+++ RECORDS TO PROCESS +++

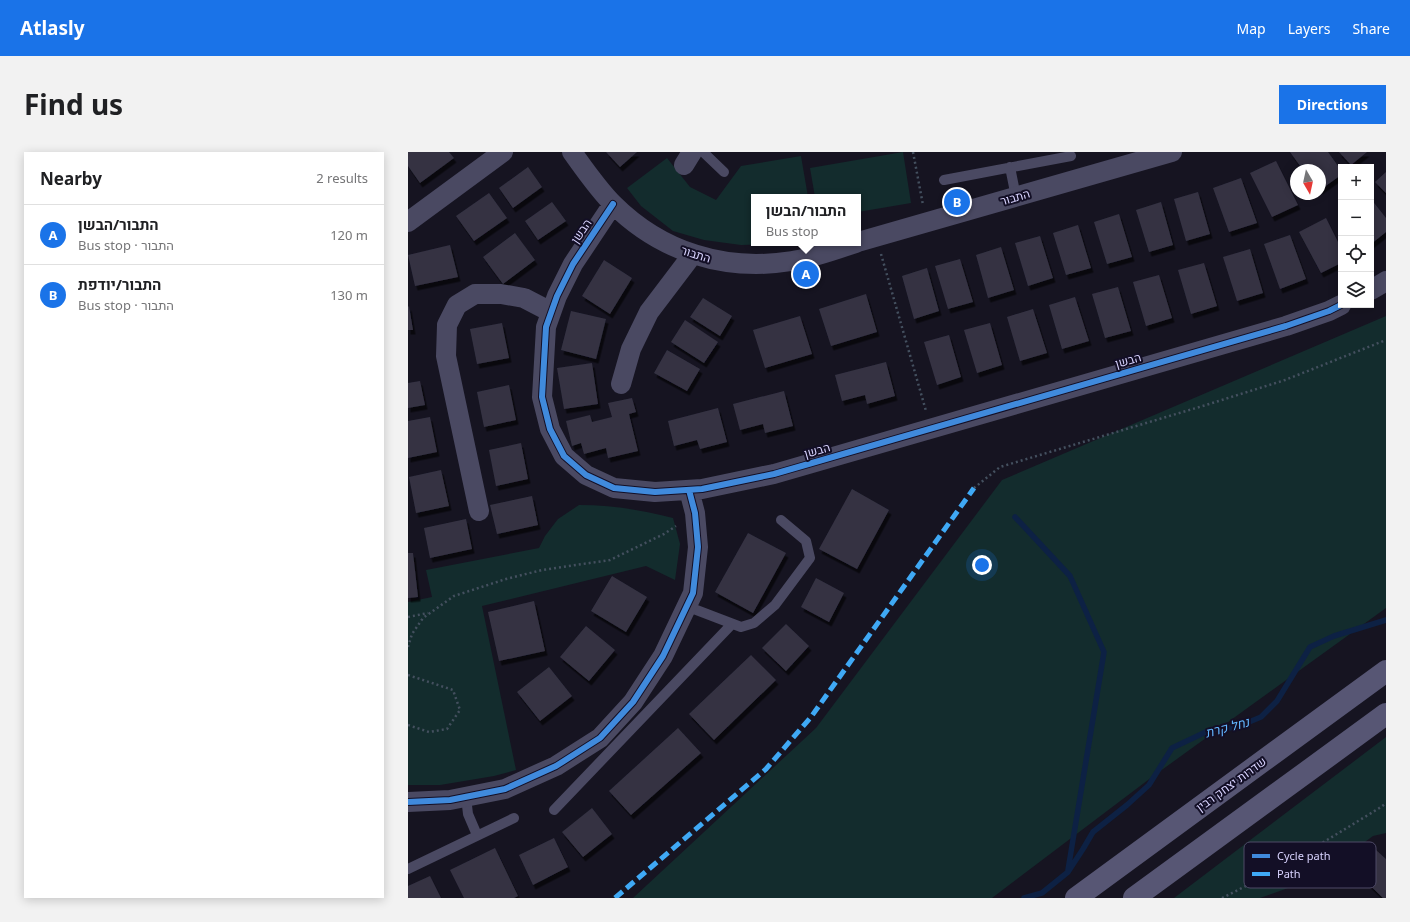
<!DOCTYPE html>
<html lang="en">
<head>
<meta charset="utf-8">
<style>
  :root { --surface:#fff; --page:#f2f2f2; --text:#202124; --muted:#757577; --line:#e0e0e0; --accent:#1a73e8 }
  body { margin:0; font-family:"Noto Sans",Heebo,sans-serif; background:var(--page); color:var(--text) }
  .controls { position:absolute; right:12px; top:12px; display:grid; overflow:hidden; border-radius:0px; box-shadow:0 2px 10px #0003 }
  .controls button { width:36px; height:36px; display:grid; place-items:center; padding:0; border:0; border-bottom:1px solid var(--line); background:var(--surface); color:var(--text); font:20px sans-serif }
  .compass { position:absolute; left:882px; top:12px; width:36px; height:36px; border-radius:50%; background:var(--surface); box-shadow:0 2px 10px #0003; rotate:171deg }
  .you { position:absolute; left:574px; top:413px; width:14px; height:14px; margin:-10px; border:3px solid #fff; border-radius:50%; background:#1a73e8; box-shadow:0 0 0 6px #1a73e833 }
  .badge { display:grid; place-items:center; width:26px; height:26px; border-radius:50%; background:var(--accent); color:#fff; font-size:13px; font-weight:700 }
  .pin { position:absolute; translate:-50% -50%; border:2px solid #fff; box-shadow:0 1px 4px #0006 }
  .popup { position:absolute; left:343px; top:42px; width:110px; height:52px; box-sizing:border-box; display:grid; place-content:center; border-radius:0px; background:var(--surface); filter:drop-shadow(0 1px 3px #0005); font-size:13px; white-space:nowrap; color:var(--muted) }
  .popup b { font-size:15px; color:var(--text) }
  .popup::after { content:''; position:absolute; left:50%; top:100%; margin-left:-8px; border:8px solid transparent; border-top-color:var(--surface) }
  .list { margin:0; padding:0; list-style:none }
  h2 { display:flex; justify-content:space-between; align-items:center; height:52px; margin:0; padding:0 16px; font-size:17px }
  h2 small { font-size:13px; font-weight:400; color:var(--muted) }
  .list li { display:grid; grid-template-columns:26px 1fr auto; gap:12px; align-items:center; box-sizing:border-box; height:60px; padding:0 16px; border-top:1px solid var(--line) }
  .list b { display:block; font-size:15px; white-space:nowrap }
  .list p { margin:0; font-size:13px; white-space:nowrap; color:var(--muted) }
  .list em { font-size:13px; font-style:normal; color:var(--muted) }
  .icon { flex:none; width:22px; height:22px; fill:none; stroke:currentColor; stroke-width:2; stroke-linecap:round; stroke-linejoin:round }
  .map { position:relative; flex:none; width:978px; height:746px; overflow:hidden; border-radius:0px }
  header { display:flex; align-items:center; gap:24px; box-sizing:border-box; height:56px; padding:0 20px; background:var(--accent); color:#fff }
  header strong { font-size:19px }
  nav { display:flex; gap:22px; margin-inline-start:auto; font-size:14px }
  .intro { display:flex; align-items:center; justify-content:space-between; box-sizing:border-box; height:96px; padding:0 24px }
  h1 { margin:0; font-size:28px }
  .button { padding:10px 18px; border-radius:0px; background:var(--accent); color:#fff; font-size:14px; font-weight:700 }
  main { display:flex; gap:24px; padding:0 24px }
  aside { flex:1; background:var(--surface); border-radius:0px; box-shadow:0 2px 10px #0003 }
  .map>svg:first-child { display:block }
  .green { fill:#132c2d }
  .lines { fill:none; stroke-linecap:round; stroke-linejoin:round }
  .stream { stroke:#0d2144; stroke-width:5.5 }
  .building { fill:#343243; filter:url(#shadow) }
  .path { stroke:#44505f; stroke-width:2.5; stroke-dasharray:2 3; stroke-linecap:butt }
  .service { stroke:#4a4962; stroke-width:10 }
  .minor { stroke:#4a4962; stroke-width:20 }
  .secondary { stroke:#575674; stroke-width:22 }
  .quiet { stroke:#3fa9f5; stroke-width:5; stroke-dasharray:10 5; stroke-linecap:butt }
  .cycleway-casing { stroke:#130f26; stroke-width:8 }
  .cycleway { stroke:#408adc; stroke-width:6 }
  .labels { text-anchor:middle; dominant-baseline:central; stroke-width:4; stroke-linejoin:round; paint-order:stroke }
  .street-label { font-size:12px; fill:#d9d4ff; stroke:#130f26 }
  .water-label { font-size:13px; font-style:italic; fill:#62b6ff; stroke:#130f26 }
  .key { fill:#130f26; stroke:#4e4a67; stroke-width:1 }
  .key-label { font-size:11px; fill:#d9d4ff }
</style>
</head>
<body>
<header>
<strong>Atlasly</strong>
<nav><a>Map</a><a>Layers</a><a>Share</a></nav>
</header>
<div class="intro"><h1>Find us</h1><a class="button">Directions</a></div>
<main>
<aside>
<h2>Nearby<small>2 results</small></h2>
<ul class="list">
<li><span class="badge">A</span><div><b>התבור/הבשן</b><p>Bus stop · התבור</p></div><em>120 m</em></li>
<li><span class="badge">B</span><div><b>התבור/יודפת</b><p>Bus stop · התבור</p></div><em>130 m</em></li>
</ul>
</aside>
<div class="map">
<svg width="978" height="746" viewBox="0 0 978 746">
  <defs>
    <filter id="shadow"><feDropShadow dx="2.5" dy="4.5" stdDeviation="0" flood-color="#0009"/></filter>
  </defs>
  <rect width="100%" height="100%" fill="#161421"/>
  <!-- green -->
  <path class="green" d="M495 0 503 51 450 60V45H407L402 16Z
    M393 4 400 45H346V91H367L364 92 333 93 296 88 265 79 233 54 219 36 259 6 282 35 308 48 333 14Z
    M978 164V456L744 625 584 746H225L408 576 594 328Z
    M171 353C203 353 234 358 265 366L272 392 267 428 238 414 74 454 108 618 86 624 32 633H0V450L24 445 18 418 131 396 137 384 150 367Z
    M978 585V681L965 684 908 726 852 746H766Z"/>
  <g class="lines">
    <!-- stream -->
    <path class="stream" d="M607 365 662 424 696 500 660 718
      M616 746 634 741 660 720 675 697 685 680 719 653 741 633 764 596 802 578 829 575 853 565 869 549 902 495 926 484 978 468"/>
  </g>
  <!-- building -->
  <path class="building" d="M0 0H41L46 6 12 31 0 14Z
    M198 0H229L212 15Z
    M882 0H920L933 18V23L912 38V18H895Z
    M931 0H959L943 13Z
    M868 9 890 53 864 65 842 21Z
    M120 15 134 35 105 56 91 36Z
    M978 20V41L967 30Z
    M833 26 849 71 821 80 805 36Z
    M790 40 802 82 778 89 766 47Z
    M81 41 99 66 66 89 48 64Z
    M963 47 978 66V80L963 92Z
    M144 50 158 69 130 88 117 69Z
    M753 50 765 93 741 100 728 58Z
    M711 62 724 105 699 112 686 70Z
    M918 66 933 96V111L913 121 891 80Z
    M670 73 683 116 658 123 645 81Z
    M107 81 127 108 95 132 75 105Z
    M882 83 898 127 872 137 856 92Z
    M632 84 645 126 620 134 607 91Z
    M42 93 50 125 7 134 0 103Z
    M593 95 606 138 580 146 568 103Z
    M842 97 855 141 829 149 815 105Z
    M552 107 565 150 540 157 527 114Z
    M196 108 224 126 202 162 174 144Z
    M796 111 809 154 783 162 770 118Z
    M519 116 531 159 506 167 494 124Z
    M751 123 764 166 738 174 725 130Z
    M710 135 723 179 697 186 684 142Z
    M458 142 469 180 423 194 411 157Z
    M667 145 681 189 654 197 641 153Z
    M295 146 324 164 312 184 282 165Z
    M1 154 5 178H0V155Z
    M625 157 639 201 612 209 599 165Z
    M163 159 198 167 188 207 153 198Z
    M392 164 404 202 357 216 345 178Z
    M277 168 310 190 296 211 263 190Z
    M94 171 101 206 69 212 62 177Z
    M582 171 594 213 569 221 556 178Z
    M541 183 553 225 529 233 516 190Z
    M259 198 292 217 279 239 246 221Z
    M478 210 487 244 459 252 457 243 434 249 427 223Z
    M184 211 190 252 156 257 149 216Z
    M12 229 17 253 0 256V231Z
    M101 233 108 268 76 275 69 240Z
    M376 239 385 274 357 281 355 272 332 278 325 252Z
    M224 246 228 260 221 262 230 299 200 306 198 296 176 302 173 291 164 294 158 269 182 263 184 270 204 265 200 251Z
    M310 256 319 290 292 297 289 288 266 294 260 269Z
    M22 265 29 300 0 306V269Z
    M113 291 120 327 88 334 81 298Z
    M33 318 41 354 8 361 1 325Z
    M444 337 481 358 449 417 411 397Z
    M124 344 130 373 89 382 82 353Z
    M58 367 64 397 22 406 16 376Z
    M340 381 378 401 345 461 307 440Z
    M0 401H5L10 445 0 446Z
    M204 424 239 445 218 480 183 459Z
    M408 426 436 441 421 470 393 455Z
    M126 449 137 499 91 509 80 460Z
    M378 472 401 494 378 519 354 496Z
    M178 474 207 498 181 529 152 505Z
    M343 503 368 528 306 588 281 562Z
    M141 515 164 544 132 569 109 540Z
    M270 576 293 601 223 663 201 639Z
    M184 656 204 682 175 705 154 680Z
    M146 686 160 715 125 733 111 703Z
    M87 696 110 744 106 746H56L42 718Z
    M968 698 978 707V746H975L946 718Z
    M22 724 33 746H0V734Z"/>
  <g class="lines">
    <!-- path -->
    <path class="path" d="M505 0 515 53
      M473 102 518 259
      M566 336 592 315 798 253 877 228 978 188
      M0 465 20 461
      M0 495 4 482 15 466 46 444 98 427 134 418 202 408 256 382 268 374
      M0 523 45 538 52 558 39 577 21 580 0 573
      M814 746C869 719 921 687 973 655L978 651"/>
    <!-- service -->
    <path class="service" d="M295 0 316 20
      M602 15 608 45
      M536 28 663 4
      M278 454 333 475 346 471 367 453 402 406 398 389 373 368
      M58 645 60 662 69 683
      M146 658 324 472
      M0 717 106 666"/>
    <!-- minor -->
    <path class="minor" d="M164 0C177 18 190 37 205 52 253 100 317 120 384 109 405 106 428 97 448 91
      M276 13 284 0
      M205 52 165 112 149 144 138 175 134 245 142 277 156 304 178 323 206 336 247 340 294 337 366 322 878 174 921 159 933 153
      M0 70 95 0
      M450 90 764 0
      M963 138 978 129
      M213 232 223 197 241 160 285 102
      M71 359 38 204 39 173 49 153 67 142H93L116 146 143 160
      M0 650 42 648 97 637 148 614 192 586 225 550 255 504 285 441 290 395 287 361 281 338"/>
    <!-- secondary -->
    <path class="secondary" d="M668 746 978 519
      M726 746 978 562"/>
    <!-- quiet -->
    <path class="quiet" d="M207 746 358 617 403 565 566 336"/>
    <defs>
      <path id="cycleway" d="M205 52 165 112 149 144 138 175 134 245 142 277 156 304 178 323 206 336 247 340 294 337 366 322 878 174 921 159 933 153
        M0 650 42 648 97 637 148 614 192 586 225 550 255 504 285 441 290 395 287 361 281 338"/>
    </defs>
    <!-- cycleway casing -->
    <use href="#cycleway" class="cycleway-casing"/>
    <!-- cycleway -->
    <use href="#cycleway" class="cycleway"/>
  </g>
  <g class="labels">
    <!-- street labels -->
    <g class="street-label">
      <text transform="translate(607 45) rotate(-16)">התבור</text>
      <text transform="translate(173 79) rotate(-56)">הבשן</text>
      <text transform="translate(288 102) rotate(17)">התבור</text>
      <text transform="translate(720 208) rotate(-16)">הבשן</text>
      <text transform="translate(409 298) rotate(-16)">הבשן</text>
      <text transform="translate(823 632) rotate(-36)">שדרות יצחק רבין</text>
    </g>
    <!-- water labels -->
    <g class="water-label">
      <text transform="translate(819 575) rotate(-15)">נחל קרת</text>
    </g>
  </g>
  <!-- legend -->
  <rect x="836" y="690" width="132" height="46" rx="6" class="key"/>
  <rect x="844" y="702" width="18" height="4" fill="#408adc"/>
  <rect x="844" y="720" width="18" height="4" fill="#3fa9f5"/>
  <g class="key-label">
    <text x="869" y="708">Cycle path</text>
    <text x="869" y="726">Path</text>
  </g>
</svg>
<div class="controls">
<button>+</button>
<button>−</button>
<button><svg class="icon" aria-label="locate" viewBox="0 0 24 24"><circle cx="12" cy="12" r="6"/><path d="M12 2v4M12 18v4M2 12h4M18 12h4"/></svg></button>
<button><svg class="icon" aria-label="layers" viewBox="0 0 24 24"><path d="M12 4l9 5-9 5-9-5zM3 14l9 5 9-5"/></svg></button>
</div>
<svg class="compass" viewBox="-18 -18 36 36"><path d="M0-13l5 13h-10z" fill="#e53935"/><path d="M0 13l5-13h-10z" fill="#757577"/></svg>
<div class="you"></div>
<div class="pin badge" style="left:398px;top:122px">A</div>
<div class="popup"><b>התבור/הבשן</b>Bus stop</div>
<div class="pin badge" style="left:549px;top:50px">B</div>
</div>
</main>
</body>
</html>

+++

### ACTION ITEM
The expected output is the exact run of lines from the first line of the material above through the line that contains "position:absolute; right:12px; top:12px;", minus any pictures.

### SOLUTION FOR THIS EXERCISE
<!DOCTYPE html>
<html lang="en">
<head>
<meta charset="utf-8">
<style>
  :root { --surface:#fff; --page:#f2f2f2; --text:#202124; --muted:#757577; --line:#e0e0e0; --accent:#1a73e8 }
  body { margin:0; font-family:"Noto Sans",Heebo,sans-serif; background:var(--page); color:var(--text) }
  .controls { position:absolute; right:12px; top:12px; display:grid; overflow:hidden; border-radius:0px; box-shadow:0 2px 10px #0003 }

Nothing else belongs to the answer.